A production-minded, retrieval-augmented generation (RAG) agent that allows users to query a personal knowledge base across multiple conversational styles. Built on Next.js 15 App Router, React 19, and Tailwind CSS, this system implements a clean document processing pipeline and offers a complete, zero-dependency Portfolio Demo Mode for safe public showcase.
🔗 Live Demo: matthew-schramm-codex-agent.vercel.app
🔗 Portfolio: matthew-schramm-portfolio.onrender.com
🔗 LinkedIn: linkedin.com/in/matthew-schramm-476523253
Matthew's Codex bridges the gap between raw document sets (PDFs, Markdown, text files) and contextual chat. Instead of relying on generic LLM queries, it uses semantic retrieval to ground answers strictly in Matthew’s personal profile, experience, work-style guidelines, and academic papers.

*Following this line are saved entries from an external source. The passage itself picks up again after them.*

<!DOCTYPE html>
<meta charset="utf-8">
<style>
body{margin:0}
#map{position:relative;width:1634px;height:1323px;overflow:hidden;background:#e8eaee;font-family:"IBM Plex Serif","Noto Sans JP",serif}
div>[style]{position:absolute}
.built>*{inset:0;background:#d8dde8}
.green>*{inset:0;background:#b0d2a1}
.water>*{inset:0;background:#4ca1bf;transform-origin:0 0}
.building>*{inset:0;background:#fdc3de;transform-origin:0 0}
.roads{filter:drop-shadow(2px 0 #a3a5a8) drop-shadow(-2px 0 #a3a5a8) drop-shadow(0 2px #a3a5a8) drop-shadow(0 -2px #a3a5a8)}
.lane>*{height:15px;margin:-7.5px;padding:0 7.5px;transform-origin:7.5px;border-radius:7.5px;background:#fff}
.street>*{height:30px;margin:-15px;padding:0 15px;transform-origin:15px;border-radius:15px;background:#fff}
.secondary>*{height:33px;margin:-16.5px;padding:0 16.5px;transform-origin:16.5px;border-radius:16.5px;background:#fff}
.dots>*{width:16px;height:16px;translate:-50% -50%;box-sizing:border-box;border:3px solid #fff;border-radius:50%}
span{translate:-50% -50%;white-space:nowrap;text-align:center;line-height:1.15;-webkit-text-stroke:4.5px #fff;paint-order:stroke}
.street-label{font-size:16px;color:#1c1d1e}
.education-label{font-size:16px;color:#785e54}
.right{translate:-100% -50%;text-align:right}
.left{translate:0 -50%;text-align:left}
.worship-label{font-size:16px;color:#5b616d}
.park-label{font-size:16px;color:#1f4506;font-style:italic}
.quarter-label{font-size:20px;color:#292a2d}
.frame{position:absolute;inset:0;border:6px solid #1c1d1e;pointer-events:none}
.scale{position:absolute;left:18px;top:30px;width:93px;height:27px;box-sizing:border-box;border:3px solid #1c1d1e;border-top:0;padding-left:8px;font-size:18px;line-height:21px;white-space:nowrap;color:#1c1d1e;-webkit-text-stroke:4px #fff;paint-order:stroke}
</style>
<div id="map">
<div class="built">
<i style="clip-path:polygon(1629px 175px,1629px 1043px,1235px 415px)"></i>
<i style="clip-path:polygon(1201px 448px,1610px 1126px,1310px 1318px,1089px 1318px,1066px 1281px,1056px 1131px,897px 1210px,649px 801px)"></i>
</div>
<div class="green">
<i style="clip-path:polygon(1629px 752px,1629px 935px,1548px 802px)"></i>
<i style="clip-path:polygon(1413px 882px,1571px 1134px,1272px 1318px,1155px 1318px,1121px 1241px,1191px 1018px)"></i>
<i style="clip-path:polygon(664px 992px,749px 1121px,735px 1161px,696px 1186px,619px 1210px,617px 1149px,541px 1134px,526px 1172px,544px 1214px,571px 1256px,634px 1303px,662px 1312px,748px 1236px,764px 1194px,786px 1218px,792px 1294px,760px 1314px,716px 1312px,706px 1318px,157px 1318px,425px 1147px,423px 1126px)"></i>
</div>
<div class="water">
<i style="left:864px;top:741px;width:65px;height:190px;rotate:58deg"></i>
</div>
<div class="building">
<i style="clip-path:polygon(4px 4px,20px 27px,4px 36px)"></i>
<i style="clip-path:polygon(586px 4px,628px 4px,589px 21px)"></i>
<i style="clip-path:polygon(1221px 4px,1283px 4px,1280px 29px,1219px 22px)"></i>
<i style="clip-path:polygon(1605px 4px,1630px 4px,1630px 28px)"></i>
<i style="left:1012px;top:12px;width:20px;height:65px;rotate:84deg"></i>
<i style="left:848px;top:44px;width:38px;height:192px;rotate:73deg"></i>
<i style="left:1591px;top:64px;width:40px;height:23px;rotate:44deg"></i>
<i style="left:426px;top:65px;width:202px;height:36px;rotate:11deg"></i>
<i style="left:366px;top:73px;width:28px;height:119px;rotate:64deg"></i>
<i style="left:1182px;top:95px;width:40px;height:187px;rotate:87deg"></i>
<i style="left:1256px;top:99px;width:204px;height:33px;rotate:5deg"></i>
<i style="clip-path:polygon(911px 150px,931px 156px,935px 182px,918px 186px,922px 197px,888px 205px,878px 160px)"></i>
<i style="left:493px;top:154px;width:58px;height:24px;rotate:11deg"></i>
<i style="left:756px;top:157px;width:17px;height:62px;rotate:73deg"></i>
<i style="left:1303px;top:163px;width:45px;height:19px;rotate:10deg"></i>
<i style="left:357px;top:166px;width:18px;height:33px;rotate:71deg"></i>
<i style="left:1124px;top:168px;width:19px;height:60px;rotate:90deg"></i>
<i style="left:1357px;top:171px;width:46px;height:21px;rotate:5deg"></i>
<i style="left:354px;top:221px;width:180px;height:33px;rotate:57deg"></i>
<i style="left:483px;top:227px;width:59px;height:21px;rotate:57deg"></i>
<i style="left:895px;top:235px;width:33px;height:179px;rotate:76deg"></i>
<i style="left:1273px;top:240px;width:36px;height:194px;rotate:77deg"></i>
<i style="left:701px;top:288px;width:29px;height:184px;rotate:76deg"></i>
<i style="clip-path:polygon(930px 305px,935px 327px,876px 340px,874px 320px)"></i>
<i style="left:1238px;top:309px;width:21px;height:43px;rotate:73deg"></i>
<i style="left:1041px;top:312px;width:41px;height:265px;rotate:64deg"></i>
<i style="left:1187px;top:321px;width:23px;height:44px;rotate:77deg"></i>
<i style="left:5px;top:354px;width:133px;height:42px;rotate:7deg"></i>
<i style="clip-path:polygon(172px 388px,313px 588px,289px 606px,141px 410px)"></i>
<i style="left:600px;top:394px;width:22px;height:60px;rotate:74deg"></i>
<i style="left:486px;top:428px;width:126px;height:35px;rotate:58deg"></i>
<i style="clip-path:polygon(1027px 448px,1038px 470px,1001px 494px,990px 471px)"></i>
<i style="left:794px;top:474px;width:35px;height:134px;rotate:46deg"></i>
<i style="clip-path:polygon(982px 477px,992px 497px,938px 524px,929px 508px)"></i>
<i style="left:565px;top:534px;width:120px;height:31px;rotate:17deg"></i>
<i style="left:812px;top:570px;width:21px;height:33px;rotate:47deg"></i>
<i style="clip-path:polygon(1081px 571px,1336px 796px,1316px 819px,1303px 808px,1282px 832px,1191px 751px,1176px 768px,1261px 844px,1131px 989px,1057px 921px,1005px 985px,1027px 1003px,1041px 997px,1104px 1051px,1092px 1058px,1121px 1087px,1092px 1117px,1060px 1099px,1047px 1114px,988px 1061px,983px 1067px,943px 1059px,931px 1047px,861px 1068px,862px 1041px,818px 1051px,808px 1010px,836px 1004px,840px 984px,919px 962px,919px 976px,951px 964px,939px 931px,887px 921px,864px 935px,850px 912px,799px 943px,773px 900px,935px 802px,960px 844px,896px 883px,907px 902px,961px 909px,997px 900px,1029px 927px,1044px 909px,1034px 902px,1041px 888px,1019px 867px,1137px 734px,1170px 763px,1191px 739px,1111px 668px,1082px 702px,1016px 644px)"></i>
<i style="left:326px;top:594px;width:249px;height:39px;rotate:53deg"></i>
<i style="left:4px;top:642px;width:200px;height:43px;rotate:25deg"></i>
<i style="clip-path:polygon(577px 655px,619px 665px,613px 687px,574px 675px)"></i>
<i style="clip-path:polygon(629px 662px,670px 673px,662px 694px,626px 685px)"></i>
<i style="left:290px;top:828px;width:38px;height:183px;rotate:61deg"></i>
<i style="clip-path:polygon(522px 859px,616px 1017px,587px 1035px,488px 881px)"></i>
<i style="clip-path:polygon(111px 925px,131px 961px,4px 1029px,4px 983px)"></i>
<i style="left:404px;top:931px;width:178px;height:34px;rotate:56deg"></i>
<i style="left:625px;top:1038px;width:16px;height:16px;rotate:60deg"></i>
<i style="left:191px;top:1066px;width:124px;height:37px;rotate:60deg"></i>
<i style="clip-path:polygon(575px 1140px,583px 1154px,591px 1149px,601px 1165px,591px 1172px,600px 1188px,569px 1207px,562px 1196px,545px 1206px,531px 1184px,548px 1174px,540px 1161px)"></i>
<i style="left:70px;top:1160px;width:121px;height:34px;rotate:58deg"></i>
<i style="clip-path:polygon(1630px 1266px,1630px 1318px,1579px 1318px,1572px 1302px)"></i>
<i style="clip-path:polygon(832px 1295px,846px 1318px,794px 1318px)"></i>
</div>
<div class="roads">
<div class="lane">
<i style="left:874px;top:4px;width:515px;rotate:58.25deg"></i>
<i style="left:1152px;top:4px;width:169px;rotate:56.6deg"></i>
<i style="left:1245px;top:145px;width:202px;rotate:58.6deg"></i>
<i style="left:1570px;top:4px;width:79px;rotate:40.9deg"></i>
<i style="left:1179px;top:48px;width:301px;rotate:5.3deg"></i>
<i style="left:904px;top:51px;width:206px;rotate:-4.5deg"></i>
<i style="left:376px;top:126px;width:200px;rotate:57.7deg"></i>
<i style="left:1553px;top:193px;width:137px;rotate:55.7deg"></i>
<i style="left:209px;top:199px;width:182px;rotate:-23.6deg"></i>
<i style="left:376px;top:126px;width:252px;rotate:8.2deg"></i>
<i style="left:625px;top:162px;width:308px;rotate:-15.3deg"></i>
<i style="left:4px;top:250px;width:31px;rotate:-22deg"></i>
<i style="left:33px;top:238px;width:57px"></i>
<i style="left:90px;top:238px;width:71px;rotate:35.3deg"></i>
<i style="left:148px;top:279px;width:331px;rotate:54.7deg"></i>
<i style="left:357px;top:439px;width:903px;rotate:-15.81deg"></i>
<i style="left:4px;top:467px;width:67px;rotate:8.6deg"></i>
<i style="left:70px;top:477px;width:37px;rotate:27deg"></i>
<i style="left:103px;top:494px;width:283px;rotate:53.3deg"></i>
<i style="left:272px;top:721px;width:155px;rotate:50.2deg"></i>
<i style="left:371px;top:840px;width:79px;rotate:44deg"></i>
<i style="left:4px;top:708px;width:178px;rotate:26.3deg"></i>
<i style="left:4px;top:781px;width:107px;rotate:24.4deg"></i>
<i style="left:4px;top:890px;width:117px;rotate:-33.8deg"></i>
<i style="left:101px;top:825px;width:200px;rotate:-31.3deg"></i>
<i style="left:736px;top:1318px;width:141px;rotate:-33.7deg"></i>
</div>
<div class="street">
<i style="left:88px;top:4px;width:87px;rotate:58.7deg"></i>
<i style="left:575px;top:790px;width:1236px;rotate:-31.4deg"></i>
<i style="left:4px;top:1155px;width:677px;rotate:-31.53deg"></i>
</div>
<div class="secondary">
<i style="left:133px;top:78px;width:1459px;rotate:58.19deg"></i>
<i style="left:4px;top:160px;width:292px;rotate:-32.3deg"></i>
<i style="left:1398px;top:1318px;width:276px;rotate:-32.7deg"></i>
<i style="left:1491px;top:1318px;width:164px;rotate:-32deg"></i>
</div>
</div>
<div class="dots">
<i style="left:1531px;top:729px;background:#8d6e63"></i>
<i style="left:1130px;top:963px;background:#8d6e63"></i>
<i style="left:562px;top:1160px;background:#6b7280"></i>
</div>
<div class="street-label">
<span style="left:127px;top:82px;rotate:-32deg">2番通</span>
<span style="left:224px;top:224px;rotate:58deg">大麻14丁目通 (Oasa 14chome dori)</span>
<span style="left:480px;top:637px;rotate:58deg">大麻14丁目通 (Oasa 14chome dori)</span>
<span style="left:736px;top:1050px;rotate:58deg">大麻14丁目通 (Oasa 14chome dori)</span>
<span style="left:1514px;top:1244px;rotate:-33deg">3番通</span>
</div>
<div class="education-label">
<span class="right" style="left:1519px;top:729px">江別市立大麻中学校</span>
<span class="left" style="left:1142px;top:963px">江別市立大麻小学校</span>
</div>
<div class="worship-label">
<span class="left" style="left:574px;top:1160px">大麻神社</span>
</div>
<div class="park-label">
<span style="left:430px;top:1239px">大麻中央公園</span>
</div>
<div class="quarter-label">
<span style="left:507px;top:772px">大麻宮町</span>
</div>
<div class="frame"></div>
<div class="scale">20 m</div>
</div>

- Decoupled Architecture: Features a local-first simulation environment (Demo Mode) that maps exactly to production API boundaries. Recruiters can test the full interface, upload files, simulate vector database injection, and query documents without setting up API keys, Pinecone indexes, or paying for tokens.
- Contextual Persona Prompts: Conversational behavior shifts dynamically across five modes (Interview, Story, TL;DR, Humble Brag, Self-Reflection) using prompt preambles while keeping the under-the-hood vector retrieval logic uniform.
- Change-Aware Ingestion Pipeline: Ingestion script scans the local document folder and uses MD5 hashing to run incremental updates—only embedding changed files, saving on API costs and execution times.
- Source Attribution & Citation: Chat bubble answers display clickable source chips that map directly back to the source documents retrieved from the vector index, providing auditability for AI-generated answers.
The following diagram illustrates how documents are processed in the ingestion pipeline and how queries are dynamically routed based on the environment configuration (Production vs. Demo Mode).
flowchart TD
subgraph IngestionPipeline ["Ingestion Pipeline (scripts/ingest.ts)"]
Doc[Raw Files: PDF, MD, TXT] --> Hash{Has file changed?\nMD5 Hash Check}
Hash -- No --> Skip[Skip File]
Hash -- Yes --> Chunk[Unified Parser & Chunking\n1200 chars / 200 overlap]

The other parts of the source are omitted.